**Assigned task**
Check each line of the entries for "controls" and report the ones that have it.

**Saved data entries**
────
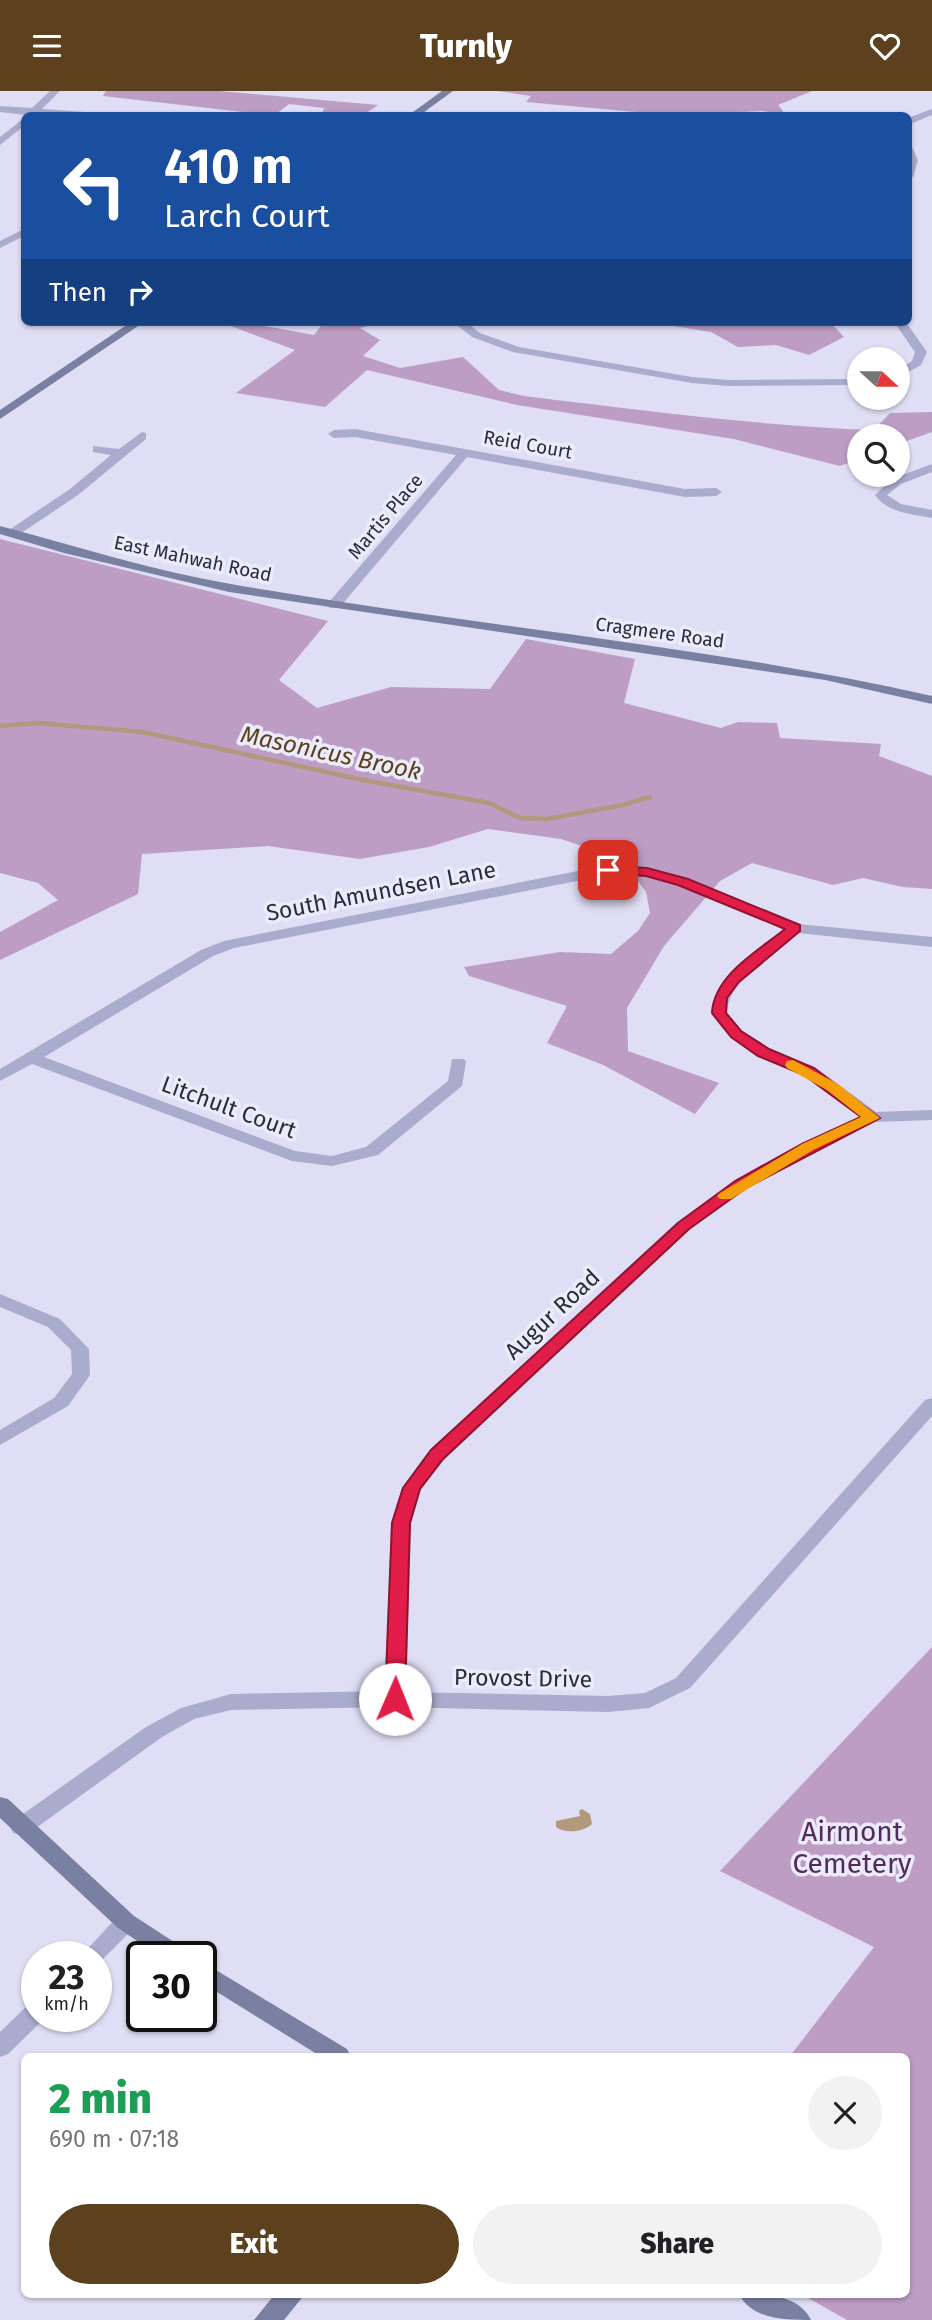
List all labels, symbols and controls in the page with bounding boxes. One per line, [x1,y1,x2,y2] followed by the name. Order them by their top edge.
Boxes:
[28,27,66,65] icon: menu
[420,27,512,65] text: Turnly
[866,27,904,65] icon: heart
[164,137,293,196] text: 410 m
[49,140,140,231] icon: left
[164,197,329,235] text: Larch Court
[121,273,159,311] icon: right
[49,277,107,308] text: Then
[847,347,910,409] north arrow
[847,347,910,487] map controls
[847,424,910,487] button: search
[482,425,574,464] street label: Reid Court
[343,469,428,564] street label: Martis Place
[112,531,274,586] street label: East Mahwah Road
[594,612,726,653] street label: Cragmere Road
[238,720,424,786] water label: Masonicus Brook
[578,840,638,900] pin
[589,851,627,889] icon: arrive
[264,855,498,927] street label: South Amundsen Lane
[158,1070,301,1145] street label: Litchult Court
[499,1263,605,1365] street label: Augur Road
[358,1662,432,1736] position arrow
[454,1663,592,1693] street label: Provost Drive
[792,1815,912,1880] park label: Airmont Cemetery
[126,1941,217,2032] speed limit sign: 30
[48,1956,85,1998] text: 23
[44,1993,89,2015] text: km/h
[49,2074,152,2124] text: 2 min
[808,2076,882,2150] button: close
[49,2125,179,2153] text: 690 m · 07:18
[49,2204,459,2284] button: Exit
[473,2204,882,2284] button: Share

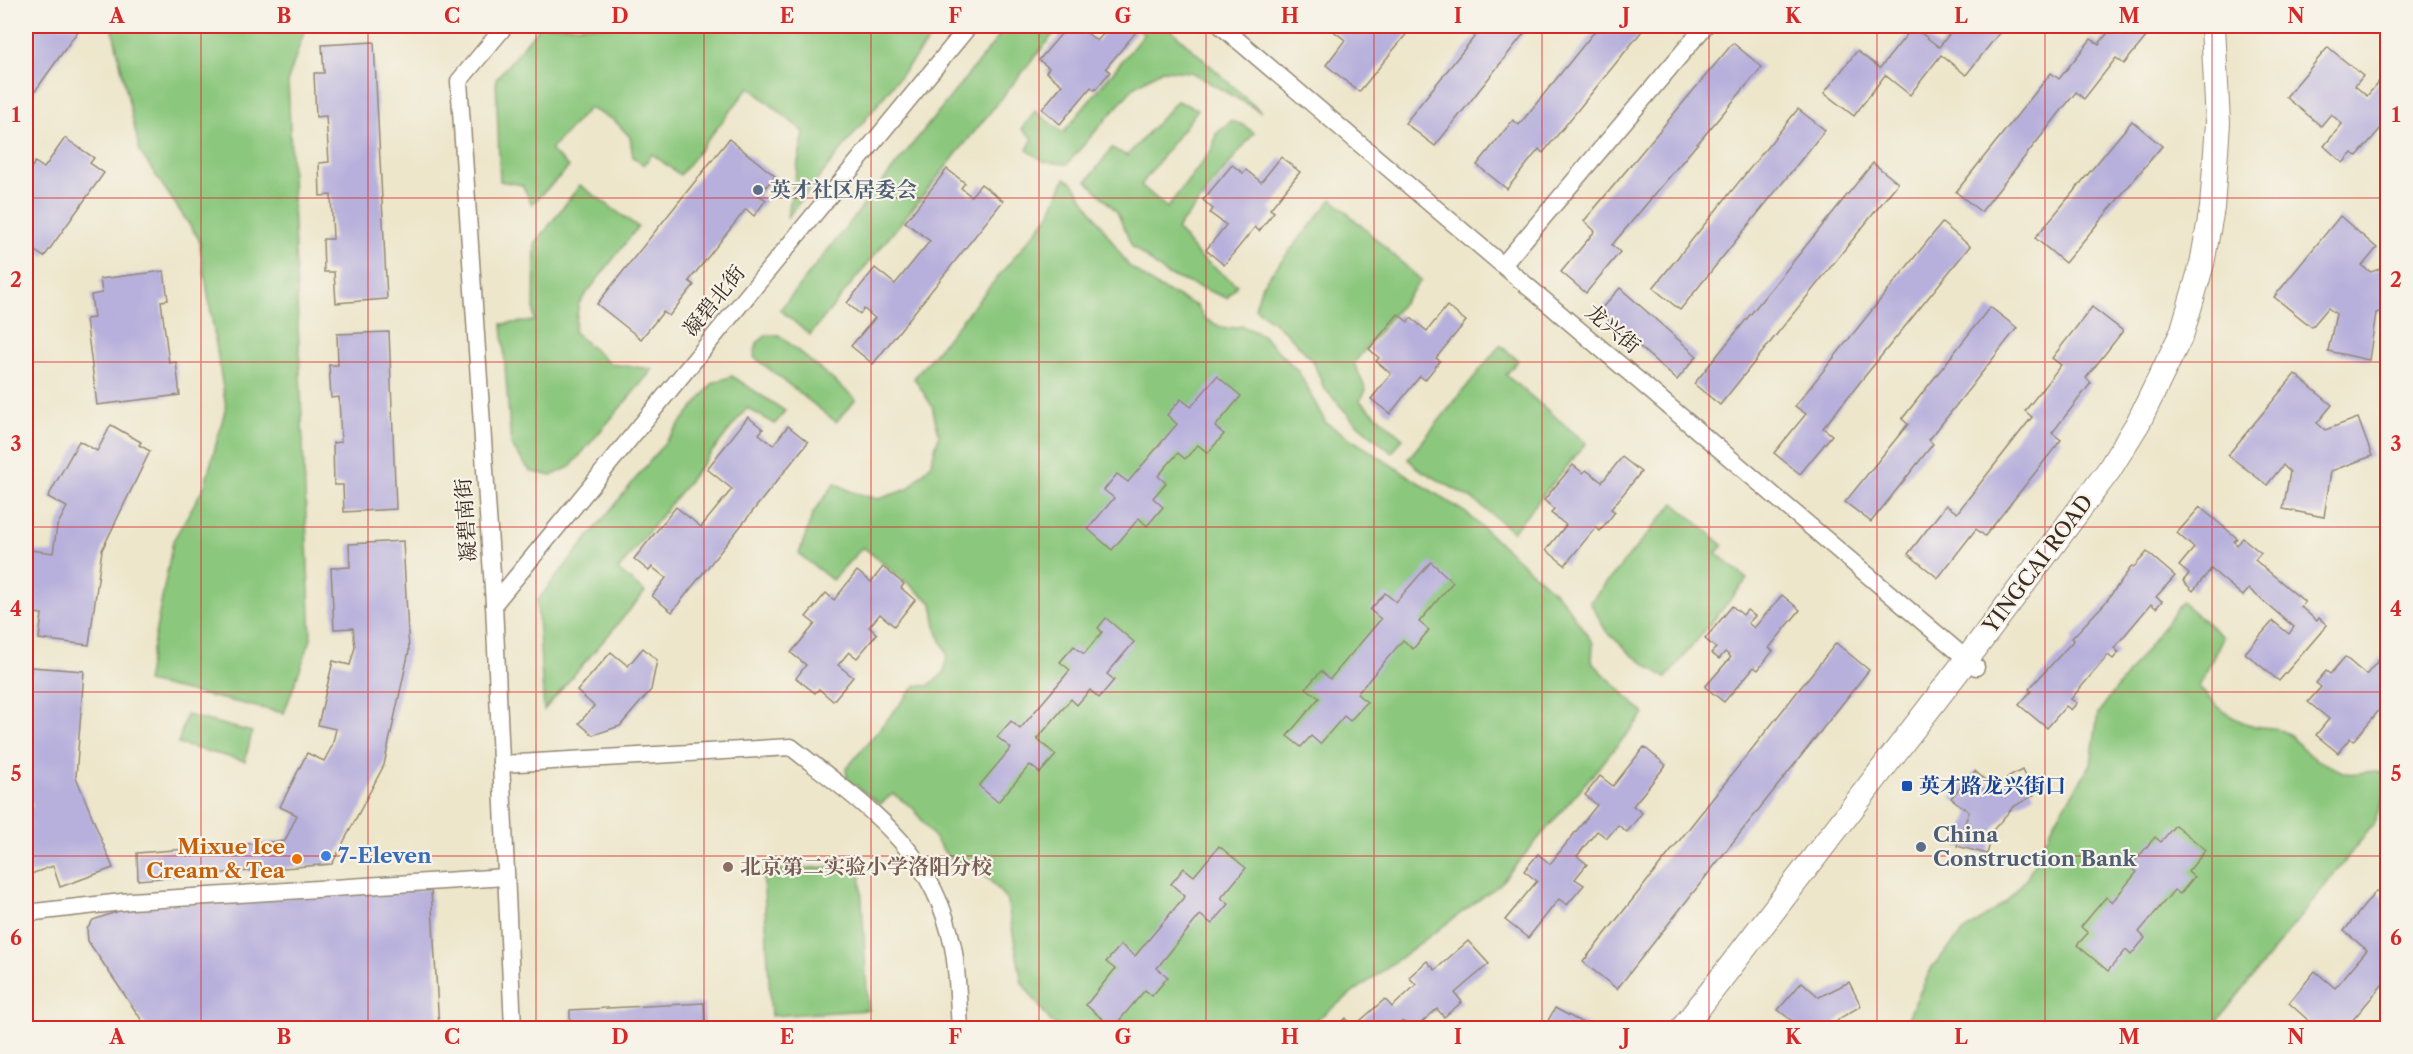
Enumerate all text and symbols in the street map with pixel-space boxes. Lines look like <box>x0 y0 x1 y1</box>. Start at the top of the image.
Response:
text: A <box>108 4 125 28</box>
text: B <box>277 4 292 28</box>
text: C <box>444 4 460 28</box>
text: D <box>611 4 629 28</box>
text: E <box>780 4 794 28</box>
text: F <box>948 4 962 28</box>
text: G <box>1115 4 1132 28</box>
text: H <box>1281 4 1299 28</box>
text: I <box>1454 4 1462 28</box>
text: J <box>1618 4 1630 28</box>
text: K <box>1785 4 1802 28</box>
text: L <box>1954 4 1968 28</box>
text: M <box>2118 4 2140 28</box>
text: N <box>2287 4 2305 28</box>
text: 1 <box>12 103 21 127</box>
text: 1 <box>2392 103 2401 127</box>
place label: 英才社区居委会 <box>770 177 917 202</box>
marker: 英才社区居委会 <box>751 183 765 197</box>
street label: 凝碧北街 <box>677 260 750 341</box>
text: 2 <box>10 268 22 292</box>
text: 2 <box>2390 268 2402 292</box>
street label: 龙兴街 <box>1581 299 1645 358</box>
text: 3 <box>10 432 22 456</box>
text: 3 <box>2390 432 2402 456</box>
street label: 凝碧南街 <box>450 477 481 563</box>
street label: YINGCAI ROAD <box>1977 490 2098 639</box>
text: 4 <box>10 597 22 621</box>
text: 4 <box>2390 597 2402 621</box>
text: 5 <box>10 762 22 786</box>
text: 5 <box>2390 762 2402 786</box>
place label: 英才路龙兴街口 <box>1919 773 2066 798</box>
marker: 英才路龙兴街口 <box>1900 779 1914 793</box>
place label: China Construction Bank <box>1933 822 2138 871</box>
place label: Mixue Ice Cream & Tea <box>146 834 286 883</box>
marker: China Construction Bank <box>1914 840 1928 854</box>
place label: 7-Eleven <box>338 843 432 868</box>
marker: 7-Eleven <box>319 849 333 863</box>
marker: Mixue Ice Cream & Tea <box>290 852 304 866</box>
place label: 北京第二实验小学洛阳分校 <box>740 854 992 879</box>
marker: 北京第二实验小学洛阳分校 <box>721 860 735 874</box>
text: 6 <box>10 926 22 950</box>
text: 6 <box>2390 926 2402 950</box>
text: A <box>108 1025 125 1049</box>
text: B <box>277 1025 292 1049</box>
text: C <box>444 1025 460 1049</box>
text: D <box>611 1025 629 1049</box>
text: E <box>780 1025 794 1049</box>
text: F <box>948 1025 962 1049</box>
text: G <box>1115 1025 1132 1049</box>
text: H <box>1281 1025 1299 1049</box>
text: I <box>1454 1025 1462 1049</box>
text: J <box>1618 1025 1630 1049</box>
text: K <box>1785 1025 1802 1049</box>
text: L <box>1954 1025 1968 1049</box>
text: M <box>2118 1025 2140 1049</box>
text: N <box>2287 1025 2305 1049</box>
────
**Output**
List all labels, symbols and controls in the page with bounding boxes. One per line, [x1,y1,x2,y2] followed by the name. Order them by their top edge.
[847,347,910,487] map controls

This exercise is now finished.